De acordo com informações divulgadas pelas autoridades britânicas, o pedido encaminhado à FIFA solicita a abertura de uma investigação para verificar se houve violação das normas disciplinares da entidade, que proíbem manifestações de natureza política, ideológica, religiosa ou ofensiva durante competições oficiais. Em uma das comunicações enviadas ao organismo responsável pelo futebol mundial, representantes do Reino Unido defenderam que os atletas envolvidos sejam suspensos preventivamente e fiquem impedidos de disputar a final da Copa do Mundo caso seja constatado o descumprimento do regulamento. A solicitação aumentou a tensão entre os dois países e trouxe novamente para o centro do debate uma disputa territorial que já dura décadas e frequentemente desperta manifestações nacionalistas em ambos os lados.
Entre os políticos britânicos que se manifestaram sobre o episódio está Ed Davey, líder do Partido Liberal Democrata. Ao comentar o caso, ele lembrou um precedente envolvendo os jogadores espanhóis Rodri e Álvaro Morata, que foram punidos pela União das Associações Europeias de Futebol (UEFA) após participarem de uma celebração em que foi entoado o coro “Gibraltar Espanhol”. Na ocasião, a entidade considerou que houve manifestação de caráter político e aplicou uma suspensão de uma partida aos atletas. Outro integrante do governo britânico, o secretário de Negócios Peter Kyle, também criticou a atitude da seleção argentina e afirmou que a FIFA deve analisar cuidadosamente o episódio antes de qualquer decisão sobre a final do campeonato.

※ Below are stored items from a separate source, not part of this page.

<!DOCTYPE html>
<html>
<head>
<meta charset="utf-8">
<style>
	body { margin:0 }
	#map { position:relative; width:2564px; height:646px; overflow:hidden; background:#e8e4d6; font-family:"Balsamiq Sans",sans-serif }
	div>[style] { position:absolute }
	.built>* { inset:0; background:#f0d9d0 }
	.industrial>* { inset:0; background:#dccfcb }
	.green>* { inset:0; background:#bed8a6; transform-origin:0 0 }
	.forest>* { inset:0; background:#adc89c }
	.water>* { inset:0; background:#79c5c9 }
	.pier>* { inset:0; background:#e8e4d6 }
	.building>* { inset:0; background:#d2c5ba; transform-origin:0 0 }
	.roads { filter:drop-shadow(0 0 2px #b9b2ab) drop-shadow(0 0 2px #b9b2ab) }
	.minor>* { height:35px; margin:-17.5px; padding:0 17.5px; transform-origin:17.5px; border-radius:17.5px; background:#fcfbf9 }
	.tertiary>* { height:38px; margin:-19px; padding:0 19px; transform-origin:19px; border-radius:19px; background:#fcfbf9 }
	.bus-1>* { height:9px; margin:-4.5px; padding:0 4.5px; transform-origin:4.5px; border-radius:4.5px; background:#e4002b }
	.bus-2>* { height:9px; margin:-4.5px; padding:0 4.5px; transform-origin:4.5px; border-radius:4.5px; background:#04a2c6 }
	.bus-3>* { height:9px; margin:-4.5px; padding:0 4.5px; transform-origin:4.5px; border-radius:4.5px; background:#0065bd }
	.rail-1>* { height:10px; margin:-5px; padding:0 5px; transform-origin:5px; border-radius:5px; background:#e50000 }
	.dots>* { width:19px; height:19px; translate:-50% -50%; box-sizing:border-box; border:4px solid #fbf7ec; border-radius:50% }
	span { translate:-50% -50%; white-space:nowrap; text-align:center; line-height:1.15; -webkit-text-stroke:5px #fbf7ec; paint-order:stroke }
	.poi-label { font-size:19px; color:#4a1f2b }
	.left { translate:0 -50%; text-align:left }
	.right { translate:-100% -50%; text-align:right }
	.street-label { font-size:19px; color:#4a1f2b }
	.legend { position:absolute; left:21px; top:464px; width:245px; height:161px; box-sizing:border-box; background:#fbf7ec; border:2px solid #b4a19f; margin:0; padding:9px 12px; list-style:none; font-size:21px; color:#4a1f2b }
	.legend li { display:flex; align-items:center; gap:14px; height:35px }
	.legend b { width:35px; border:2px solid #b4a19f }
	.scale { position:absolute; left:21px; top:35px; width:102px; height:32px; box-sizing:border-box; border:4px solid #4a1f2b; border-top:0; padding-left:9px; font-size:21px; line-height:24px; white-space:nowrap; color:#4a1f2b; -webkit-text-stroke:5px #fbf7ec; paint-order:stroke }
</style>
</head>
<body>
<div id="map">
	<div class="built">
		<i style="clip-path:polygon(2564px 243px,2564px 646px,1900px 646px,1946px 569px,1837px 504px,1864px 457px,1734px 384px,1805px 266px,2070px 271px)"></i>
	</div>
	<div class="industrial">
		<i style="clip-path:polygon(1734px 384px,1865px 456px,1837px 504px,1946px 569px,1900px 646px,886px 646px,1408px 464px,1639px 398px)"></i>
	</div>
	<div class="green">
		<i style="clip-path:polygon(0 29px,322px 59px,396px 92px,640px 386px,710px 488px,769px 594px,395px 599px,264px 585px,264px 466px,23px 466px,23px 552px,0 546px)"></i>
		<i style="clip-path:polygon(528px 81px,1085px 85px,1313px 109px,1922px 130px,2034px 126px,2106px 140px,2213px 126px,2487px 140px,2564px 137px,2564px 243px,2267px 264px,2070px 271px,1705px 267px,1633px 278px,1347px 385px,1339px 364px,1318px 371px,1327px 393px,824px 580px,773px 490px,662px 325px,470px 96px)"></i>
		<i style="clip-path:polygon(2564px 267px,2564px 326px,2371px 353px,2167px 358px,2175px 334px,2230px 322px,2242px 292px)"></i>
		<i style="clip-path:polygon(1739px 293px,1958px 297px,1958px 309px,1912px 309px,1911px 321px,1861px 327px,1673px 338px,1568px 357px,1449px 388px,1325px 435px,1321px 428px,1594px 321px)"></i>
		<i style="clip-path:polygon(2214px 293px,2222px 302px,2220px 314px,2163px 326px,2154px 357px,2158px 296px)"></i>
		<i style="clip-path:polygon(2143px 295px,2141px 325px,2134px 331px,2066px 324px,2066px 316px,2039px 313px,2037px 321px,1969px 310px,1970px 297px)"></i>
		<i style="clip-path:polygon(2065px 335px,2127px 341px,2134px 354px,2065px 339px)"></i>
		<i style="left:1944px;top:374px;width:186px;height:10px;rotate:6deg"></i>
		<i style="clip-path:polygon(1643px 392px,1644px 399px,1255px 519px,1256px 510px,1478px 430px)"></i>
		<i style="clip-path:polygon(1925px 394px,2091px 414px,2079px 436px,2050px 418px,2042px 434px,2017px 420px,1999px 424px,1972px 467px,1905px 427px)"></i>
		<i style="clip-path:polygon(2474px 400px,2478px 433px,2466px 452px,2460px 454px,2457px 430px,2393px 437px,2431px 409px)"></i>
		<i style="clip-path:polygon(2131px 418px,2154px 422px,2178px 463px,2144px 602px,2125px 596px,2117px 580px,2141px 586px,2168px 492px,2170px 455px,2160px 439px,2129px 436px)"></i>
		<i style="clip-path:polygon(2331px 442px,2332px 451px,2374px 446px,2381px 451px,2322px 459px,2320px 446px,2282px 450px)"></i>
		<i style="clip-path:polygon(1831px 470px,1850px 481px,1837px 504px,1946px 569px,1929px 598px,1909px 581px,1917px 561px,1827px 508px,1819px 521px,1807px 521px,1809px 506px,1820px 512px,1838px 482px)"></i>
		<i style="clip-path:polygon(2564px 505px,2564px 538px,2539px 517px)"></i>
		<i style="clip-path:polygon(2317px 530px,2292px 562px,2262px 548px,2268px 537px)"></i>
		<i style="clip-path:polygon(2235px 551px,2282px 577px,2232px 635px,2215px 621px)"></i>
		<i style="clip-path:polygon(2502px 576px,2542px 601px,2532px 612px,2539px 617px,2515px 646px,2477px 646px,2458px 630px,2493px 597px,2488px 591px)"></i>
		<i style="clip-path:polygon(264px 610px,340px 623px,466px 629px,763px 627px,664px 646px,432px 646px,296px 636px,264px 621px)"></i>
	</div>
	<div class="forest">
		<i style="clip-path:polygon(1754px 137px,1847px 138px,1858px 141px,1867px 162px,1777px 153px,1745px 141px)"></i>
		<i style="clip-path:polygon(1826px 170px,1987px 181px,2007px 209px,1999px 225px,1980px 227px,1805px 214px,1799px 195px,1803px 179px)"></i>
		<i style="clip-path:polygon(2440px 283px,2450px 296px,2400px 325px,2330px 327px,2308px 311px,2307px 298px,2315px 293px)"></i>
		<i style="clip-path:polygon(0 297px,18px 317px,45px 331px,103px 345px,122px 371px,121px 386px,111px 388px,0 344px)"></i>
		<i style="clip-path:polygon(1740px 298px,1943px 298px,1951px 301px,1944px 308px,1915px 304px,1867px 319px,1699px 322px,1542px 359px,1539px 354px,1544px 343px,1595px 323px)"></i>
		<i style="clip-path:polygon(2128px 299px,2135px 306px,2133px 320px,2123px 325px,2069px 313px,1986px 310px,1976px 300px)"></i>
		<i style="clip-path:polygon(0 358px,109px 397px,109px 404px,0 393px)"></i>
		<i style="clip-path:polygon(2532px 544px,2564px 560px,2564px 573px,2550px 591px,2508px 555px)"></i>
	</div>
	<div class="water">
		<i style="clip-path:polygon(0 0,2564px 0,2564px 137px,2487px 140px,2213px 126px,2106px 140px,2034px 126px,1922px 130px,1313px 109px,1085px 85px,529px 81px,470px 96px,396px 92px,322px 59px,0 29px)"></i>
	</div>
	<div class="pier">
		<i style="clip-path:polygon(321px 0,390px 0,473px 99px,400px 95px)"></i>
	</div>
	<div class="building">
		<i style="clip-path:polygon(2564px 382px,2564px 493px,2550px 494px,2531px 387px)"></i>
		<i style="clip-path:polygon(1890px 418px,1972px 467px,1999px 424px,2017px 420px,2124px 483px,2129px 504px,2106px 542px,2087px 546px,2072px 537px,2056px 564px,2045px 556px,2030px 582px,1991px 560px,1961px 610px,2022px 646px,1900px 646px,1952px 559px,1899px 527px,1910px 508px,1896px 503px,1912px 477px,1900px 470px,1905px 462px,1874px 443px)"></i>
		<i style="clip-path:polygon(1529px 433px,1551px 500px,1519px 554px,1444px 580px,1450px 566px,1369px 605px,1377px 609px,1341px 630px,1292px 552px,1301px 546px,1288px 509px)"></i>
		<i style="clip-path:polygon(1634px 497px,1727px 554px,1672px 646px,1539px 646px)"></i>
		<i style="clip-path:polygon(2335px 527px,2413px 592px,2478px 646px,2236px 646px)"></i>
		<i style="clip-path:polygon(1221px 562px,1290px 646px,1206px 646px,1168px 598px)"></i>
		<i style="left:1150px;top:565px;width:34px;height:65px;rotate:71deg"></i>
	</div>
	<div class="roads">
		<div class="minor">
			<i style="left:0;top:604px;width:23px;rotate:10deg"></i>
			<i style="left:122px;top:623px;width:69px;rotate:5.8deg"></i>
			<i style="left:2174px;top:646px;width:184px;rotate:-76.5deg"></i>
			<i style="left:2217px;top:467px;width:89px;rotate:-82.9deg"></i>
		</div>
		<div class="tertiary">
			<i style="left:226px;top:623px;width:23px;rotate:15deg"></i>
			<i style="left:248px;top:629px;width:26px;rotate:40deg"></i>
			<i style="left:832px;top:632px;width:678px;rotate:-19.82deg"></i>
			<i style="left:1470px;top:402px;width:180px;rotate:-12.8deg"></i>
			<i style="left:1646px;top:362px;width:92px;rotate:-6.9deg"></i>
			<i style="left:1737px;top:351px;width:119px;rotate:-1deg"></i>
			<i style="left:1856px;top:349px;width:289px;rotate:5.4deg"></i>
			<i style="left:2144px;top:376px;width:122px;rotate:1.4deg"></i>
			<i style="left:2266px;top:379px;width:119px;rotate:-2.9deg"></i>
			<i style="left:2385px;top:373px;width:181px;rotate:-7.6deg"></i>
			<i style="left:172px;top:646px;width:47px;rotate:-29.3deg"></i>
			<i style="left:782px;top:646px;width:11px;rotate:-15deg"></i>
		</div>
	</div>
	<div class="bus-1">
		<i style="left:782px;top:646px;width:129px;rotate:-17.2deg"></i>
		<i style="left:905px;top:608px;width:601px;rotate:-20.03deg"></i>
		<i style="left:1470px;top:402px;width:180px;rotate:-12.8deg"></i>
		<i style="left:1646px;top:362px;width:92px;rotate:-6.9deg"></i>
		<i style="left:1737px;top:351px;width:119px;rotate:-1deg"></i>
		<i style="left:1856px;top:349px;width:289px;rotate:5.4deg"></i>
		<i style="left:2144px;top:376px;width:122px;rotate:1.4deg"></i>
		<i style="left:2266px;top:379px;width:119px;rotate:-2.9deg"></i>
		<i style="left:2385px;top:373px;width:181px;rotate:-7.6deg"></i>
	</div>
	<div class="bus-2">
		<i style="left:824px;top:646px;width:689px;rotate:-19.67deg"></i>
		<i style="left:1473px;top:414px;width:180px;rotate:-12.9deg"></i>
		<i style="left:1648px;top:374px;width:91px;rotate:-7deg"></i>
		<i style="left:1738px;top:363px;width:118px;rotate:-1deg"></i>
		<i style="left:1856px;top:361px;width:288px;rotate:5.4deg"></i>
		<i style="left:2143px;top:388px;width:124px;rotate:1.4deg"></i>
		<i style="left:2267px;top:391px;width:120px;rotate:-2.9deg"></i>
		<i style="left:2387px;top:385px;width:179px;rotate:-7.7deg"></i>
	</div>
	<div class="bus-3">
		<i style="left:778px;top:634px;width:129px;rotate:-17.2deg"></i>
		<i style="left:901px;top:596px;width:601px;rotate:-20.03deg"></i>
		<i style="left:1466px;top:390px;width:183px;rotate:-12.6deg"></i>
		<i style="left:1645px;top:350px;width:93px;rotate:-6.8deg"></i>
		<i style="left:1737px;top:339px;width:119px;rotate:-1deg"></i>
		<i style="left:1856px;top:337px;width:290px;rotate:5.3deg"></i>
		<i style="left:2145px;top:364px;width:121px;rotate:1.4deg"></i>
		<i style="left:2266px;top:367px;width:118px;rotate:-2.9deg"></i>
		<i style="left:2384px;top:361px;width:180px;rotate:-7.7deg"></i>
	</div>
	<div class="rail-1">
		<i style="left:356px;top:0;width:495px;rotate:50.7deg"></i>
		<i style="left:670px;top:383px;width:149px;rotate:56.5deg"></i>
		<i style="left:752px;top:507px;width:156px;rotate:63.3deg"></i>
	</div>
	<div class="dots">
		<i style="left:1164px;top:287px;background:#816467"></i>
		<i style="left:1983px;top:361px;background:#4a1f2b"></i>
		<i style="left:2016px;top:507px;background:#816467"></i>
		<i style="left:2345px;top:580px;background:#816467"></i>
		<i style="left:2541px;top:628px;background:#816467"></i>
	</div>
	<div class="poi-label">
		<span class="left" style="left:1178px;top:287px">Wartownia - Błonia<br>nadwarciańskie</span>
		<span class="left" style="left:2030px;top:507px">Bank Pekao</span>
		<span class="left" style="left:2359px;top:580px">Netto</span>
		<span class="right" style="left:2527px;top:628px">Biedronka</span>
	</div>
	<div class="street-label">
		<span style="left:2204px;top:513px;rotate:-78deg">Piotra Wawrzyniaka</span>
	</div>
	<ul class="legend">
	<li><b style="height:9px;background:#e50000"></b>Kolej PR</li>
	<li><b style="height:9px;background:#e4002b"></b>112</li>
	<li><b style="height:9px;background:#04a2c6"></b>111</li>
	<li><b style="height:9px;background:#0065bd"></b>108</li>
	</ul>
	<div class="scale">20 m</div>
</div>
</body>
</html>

O regulamento disciplinar da FIFA estabelece que jogadores, dirigentes e demais participantes de competições organizadas pela entidade não podem utilizar eventos esportivos para promover manifestações políticas ou mensagens relacionadas a disputas territoriais. As punições previstas incluem advertências, multas que podem variar entre cinco mil e vinte mil dólares e outras sanções disciplinares, dependendo da gravidade da infração. Não é a primeira vez que a Associação do Futebol Argentino (AFA) enfrenta consequências relacionadas ao tema. Em 2014, durante um amistoso realizado em Buenos Aires, atletas da seleção exibiram uma faixa com a mesma mensagem sobre as Ilhas Malvinas, fato que resultou em uma multa aplicada pela FIFA. Situações semelhantes também já ocorreram em outras competições internacionais envolvendo disputas territoriais entre diferentes países.
Outro exemplo frequentemente citado ocorreu durante os Jogos Olímpicos de Londres, em 2012. Após conquistar a medalha de bronze no futebol masculino, o sul-coreano Park Jong-woo exibiu uma faixa com a inscrição “Dokdo é nosso território”, fazendo referência às ilhas disputadas entre Coreia do Sul e Japão. Como consequência, o atleta foi punido e ficou suspenso por duas partidas das Eliminatórias da Copa do Mundo seguinte. Casos como esse costumam ser lembrados quando surgem manifestações políticas em eventos esportivos, servindo como parâmetro para a aplicação das normas disciplinares internacionais. Por esse motivo, representantes britânicos entendem que a situação envolvendo a seleção argentina merece uma análise semelhante por parte da FIFA.
Enquanto a entidade máxima do futebol ainda não anunciou oficialmente se abrirá um processo disciplinar, o presidente da Argentina, Javier Milei, comentou o episódio e declarou apoio aos jogadores. Apesar disso, ressaltou que esporte e política devem permanecer separados e afirmou que a posição oficial do governo argentino continua sendo defender a reivindicação das Ilhas Malvinas exclusivamente por meios diplomáticos e dentro do direito internacional. Até o momento, a expectativa permanece voltada para uma eventual manifestação da FIFA sobre o caso. A decisão da entidade poderá definir se haverá ou não sanções aos atletas argentinos antes da disputa da final, além de estabelecer um novo precedente para situações envolvendo manifestações políticas em competições esportivas internacionais.